=== Exercise ===
Among the entries below, find every line that contains the string "Extract", then copy it.

=== Dataset records ===
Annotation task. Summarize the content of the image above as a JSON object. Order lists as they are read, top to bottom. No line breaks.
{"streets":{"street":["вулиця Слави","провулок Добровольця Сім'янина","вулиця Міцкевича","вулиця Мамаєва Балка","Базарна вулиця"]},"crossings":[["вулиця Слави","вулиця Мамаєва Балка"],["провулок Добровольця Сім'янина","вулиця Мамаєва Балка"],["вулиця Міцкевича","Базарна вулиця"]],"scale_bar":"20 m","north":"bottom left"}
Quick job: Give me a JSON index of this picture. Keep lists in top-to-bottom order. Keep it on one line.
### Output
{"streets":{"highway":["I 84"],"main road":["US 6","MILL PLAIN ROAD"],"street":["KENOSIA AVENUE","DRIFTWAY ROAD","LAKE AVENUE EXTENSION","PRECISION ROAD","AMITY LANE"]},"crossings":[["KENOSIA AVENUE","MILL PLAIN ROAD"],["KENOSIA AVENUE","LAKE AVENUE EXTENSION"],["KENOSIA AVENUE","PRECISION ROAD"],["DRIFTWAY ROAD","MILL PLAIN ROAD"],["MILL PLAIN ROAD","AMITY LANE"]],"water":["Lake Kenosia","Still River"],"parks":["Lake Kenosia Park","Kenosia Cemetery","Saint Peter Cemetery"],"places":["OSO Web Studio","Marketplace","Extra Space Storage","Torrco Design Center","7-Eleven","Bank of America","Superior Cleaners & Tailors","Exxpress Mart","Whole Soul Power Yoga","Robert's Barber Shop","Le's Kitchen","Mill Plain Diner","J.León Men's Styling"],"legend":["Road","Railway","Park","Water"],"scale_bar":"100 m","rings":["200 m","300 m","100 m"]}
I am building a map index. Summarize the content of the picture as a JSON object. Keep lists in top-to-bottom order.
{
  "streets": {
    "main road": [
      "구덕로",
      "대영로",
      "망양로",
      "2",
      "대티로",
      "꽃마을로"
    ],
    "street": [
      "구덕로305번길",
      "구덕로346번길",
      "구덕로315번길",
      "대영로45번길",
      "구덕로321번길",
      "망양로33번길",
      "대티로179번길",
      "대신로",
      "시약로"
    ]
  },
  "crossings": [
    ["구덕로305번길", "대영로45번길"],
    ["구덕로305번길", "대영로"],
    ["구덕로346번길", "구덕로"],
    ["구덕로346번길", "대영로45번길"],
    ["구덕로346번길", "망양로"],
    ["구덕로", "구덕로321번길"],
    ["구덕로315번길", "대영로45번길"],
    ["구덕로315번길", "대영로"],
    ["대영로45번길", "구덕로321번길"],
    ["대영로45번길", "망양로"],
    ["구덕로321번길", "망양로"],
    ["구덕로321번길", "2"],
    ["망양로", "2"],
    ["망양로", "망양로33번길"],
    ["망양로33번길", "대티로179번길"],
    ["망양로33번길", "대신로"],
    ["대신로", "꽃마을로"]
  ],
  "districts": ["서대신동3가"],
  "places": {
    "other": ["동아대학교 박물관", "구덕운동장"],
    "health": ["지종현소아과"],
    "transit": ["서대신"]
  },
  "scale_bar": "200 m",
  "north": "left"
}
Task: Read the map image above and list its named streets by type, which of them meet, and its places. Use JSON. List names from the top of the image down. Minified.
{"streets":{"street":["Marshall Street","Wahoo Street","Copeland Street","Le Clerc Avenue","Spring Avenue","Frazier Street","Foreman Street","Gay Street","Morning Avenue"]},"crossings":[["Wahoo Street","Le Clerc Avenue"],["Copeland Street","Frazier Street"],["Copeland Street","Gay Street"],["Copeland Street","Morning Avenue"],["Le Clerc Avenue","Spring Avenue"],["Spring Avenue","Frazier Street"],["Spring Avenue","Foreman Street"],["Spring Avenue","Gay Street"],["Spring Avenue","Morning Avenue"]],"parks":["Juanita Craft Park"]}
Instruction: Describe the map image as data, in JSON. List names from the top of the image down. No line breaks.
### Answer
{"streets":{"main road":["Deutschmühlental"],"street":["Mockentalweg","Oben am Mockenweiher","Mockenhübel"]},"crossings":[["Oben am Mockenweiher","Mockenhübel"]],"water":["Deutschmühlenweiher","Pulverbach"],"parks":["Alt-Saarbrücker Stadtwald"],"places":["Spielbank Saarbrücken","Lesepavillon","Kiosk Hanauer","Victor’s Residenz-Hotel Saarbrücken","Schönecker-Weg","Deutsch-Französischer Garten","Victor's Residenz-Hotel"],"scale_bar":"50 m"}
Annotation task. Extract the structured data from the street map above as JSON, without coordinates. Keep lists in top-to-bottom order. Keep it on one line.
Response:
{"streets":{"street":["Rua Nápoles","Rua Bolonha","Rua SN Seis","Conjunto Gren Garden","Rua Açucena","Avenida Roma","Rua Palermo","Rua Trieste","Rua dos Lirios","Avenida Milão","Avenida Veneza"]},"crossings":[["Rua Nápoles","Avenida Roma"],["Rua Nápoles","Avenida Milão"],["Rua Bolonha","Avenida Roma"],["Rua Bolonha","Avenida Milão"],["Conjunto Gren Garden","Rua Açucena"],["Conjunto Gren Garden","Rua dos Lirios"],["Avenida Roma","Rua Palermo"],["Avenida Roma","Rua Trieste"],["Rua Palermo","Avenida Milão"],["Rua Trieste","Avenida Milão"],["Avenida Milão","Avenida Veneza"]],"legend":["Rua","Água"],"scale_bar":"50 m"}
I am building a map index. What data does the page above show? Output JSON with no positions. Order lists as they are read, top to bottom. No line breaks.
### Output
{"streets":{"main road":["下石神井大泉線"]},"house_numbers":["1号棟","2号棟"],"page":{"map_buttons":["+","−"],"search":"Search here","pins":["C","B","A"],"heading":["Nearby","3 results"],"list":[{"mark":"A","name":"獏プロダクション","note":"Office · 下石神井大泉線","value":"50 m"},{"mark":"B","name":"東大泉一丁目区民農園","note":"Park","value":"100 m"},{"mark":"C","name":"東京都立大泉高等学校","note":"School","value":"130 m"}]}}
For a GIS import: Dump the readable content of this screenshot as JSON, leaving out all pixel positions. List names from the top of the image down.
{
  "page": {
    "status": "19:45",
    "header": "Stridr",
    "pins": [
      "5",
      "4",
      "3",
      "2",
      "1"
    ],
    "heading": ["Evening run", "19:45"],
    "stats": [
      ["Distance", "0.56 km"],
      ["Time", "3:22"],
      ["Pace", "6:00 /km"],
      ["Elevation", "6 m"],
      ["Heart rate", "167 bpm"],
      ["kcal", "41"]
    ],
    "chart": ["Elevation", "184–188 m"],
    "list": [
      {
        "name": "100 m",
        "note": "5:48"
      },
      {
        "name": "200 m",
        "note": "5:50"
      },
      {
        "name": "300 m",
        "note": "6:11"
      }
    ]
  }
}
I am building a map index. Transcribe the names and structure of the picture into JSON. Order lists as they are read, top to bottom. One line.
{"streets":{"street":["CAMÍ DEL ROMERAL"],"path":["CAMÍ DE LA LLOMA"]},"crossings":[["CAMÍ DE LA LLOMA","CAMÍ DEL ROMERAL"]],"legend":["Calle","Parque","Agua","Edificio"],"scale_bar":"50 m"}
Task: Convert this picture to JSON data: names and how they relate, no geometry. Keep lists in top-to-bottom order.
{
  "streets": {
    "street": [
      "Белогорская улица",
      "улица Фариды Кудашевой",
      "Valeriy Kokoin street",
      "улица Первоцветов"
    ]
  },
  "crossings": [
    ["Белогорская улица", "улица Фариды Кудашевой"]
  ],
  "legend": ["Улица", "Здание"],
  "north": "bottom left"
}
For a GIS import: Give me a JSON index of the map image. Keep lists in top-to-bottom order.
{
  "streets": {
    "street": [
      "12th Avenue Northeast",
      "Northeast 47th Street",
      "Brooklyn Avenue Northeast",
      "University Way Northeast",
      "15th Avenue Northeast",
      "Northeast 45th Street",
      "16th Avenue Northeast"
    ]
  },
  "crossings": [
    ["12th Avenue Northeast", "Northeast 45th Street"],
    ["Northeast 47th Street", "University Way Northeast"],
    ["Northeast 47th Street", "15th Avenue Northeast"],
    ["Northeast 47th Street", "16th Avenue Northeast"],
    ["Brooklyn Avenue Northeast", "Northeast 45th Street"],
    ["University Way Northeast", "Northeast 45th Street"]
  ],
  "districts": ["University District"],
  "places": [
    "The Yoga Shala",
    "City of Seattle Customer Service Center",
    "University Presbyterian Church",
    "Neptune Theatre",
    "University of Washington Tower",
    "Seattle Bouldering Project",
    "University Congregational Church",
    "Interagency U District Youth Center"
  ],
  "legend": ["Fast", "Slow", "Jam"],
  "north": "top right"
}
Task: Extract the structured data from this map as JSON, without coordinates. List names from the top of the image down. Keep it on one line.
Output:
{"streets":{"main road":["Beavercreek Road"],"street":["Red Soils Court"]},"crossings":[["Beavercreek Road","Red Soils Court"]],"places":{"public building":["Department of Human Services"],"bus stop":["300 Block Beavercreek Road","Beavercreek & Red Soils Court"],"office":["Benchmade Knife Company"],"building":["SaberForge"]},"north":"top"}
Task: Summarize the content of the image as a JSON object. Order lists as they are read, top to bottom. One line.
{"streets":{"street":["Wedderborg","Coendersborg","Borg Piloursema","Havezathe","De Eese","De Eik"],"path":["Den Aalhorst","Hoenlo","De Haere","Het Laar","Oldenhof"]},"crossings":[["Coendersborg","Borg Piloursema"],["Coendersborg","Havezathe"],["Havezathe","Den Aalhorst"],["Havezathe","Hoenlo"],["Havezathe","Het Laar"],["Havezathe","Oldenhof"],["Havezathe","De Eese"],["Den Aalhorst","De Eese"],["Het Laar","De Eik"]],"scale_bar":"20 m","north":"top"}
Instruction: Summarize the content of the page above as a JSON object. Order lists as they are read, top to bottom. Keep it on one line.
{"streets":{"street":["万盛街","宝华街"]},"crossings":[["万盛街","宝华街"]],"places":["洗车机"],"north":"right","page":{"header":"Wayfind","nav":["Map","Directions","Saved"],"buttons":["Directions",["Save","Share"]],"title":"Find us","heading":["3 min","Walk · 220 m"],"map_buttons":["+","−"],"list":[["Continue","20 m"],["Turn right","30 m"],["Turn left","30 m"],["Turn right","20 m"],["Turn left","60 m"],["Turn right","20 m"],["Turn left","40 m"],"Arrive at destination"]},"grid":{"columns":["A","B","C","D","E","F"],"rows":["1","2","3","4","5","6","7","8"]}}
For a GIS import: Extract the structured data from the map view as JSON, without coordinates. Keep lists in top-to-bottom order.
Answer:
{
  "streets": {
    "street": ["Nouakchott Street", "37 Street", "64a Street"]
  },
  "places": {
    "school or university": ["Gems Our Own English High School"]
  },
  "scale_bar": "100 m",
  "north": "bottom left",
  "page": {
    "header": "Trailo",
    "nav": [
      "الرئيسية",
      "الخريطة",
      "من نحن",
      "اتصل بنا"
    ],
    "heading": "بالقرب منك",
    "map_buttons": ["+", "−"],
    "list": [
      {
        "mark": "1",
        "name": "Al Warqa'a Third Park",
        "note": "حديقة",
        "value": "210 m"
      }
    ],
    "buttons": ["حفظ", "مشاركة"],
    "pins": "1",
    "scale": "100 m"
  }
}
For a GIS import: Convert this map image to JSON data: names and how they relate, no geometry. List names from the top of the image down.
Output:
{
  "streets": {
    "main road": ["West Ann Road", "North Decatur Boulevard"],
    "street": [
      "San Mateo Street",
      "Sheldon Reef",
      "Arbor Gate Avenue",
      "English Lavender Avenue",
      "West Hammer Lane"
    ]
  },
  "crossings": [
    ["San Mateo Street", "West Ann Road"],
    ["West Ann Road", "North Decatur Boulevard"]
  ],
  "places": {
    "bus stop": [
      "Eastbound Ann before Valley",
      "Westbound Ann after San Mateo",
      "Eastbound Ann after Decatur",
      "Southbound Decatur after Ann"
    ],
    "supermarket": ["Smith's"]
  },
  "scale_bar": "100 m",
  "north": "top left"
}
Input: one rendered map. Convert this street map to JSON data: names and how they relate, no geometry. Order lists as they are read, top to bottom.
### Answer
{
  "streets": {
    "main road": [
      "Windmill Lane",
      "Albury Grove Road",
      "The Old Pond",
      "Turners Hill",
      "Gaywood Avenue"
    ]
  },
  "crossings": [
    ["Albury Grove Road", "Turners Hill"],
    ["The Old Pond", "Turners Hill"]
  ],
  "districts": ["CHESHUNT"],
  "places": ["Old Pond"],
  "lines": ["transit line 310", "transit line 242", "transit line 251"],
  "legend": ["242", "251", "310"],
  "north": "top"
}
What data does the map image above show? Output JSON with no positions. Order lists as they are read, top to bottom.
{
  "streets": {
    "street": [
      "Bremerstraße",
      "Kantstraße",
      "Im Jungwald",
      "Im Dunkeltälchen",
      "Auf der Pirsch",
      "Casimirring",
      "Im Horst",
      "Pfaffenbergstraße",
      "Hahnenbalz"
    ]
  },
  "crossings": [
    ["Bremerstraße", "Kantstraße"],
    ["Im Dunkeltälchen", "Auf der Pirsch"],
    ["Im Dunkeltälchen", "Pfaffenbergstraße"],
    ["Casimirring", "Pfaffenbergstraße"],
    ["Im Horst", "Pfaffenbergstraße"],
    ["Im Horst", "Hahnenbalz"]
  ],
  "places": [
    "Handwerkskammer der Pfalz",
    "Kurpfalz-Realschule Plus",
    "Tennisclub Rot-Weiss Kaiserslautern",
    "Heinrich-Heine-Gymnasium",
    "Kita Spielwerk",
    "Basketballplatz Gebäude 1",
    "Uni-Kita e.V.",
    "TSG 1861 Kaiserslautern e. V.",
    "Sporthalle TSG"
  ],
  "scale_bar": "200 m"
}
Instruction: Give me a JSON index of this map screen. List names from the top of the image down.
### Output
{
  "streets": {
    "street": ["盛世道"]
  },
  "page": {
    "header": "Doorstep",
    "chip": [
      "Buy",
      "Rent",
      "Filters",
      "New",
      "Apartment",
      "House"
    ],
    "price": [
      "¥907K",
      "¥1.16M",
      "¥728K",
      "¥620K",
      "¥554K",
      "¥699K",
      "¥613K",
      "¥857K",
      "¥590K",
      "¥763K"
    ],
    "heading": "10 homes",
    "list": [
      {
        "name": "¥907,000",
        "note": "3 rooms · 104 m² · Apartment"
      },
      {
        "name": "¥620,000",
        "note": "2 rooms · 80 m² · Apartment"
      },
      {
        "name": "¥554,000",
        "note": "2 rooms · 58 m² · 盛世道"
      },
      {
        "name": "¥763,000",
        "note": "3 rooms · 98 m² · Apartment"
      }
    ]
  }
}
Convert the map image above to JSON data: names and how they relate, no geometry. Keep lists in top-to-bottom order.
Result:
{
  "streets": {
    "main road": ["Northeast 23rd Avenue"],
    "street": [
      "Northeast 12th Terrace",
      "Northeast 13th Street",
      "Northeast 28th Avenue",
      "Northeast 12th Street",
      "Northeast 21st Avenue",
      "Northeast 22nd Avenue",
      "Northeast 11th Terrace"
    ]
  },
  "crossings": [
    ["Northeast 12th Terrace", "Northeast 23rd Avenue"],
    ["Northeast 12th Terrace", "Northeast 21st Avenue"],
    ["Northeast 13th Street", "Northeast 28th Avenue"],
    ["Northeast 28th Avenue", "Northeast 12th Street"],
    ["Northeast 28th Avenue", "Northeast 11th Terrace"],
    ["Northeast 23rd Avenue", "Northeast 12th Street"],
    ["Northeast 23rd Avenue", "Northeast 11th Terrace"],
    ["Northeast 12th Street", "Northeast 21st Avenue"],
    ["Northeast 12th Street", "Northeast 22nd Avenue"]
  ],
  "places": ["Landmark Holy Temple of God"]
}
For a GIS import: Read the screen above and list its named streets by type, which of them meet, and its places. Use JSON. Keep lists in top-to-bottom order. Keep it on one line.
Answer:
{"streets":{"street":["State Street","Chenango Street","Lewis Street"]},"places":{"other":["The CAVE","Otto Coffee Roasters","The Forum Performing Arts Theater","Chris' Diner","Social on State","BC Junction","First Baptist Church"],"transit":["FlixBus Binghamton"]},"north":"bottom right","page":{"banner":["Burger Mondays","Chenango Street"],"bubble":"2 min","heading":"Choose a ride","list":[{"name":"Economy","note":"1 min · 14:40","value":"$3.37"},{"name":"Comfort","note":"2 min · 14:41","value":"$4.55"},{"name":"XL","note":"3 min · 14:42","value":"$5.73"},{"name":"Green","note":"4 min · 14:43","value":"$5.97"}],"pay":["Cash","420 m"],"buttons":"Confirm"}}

=== Result of the task ===
Annotation task. Extract the structured data from the street map above as JSON, without coordinates. Keep lists in top-to-bottom order. Keep it on one line.
Task: Extract the structured data from this map as JSON, without coordinates. List names from the top of the image down. Keep it on one line.
For a GIS import: Extract the structured data from the map view as JSON, without coordinates. Keep lists in top-to-bottom order.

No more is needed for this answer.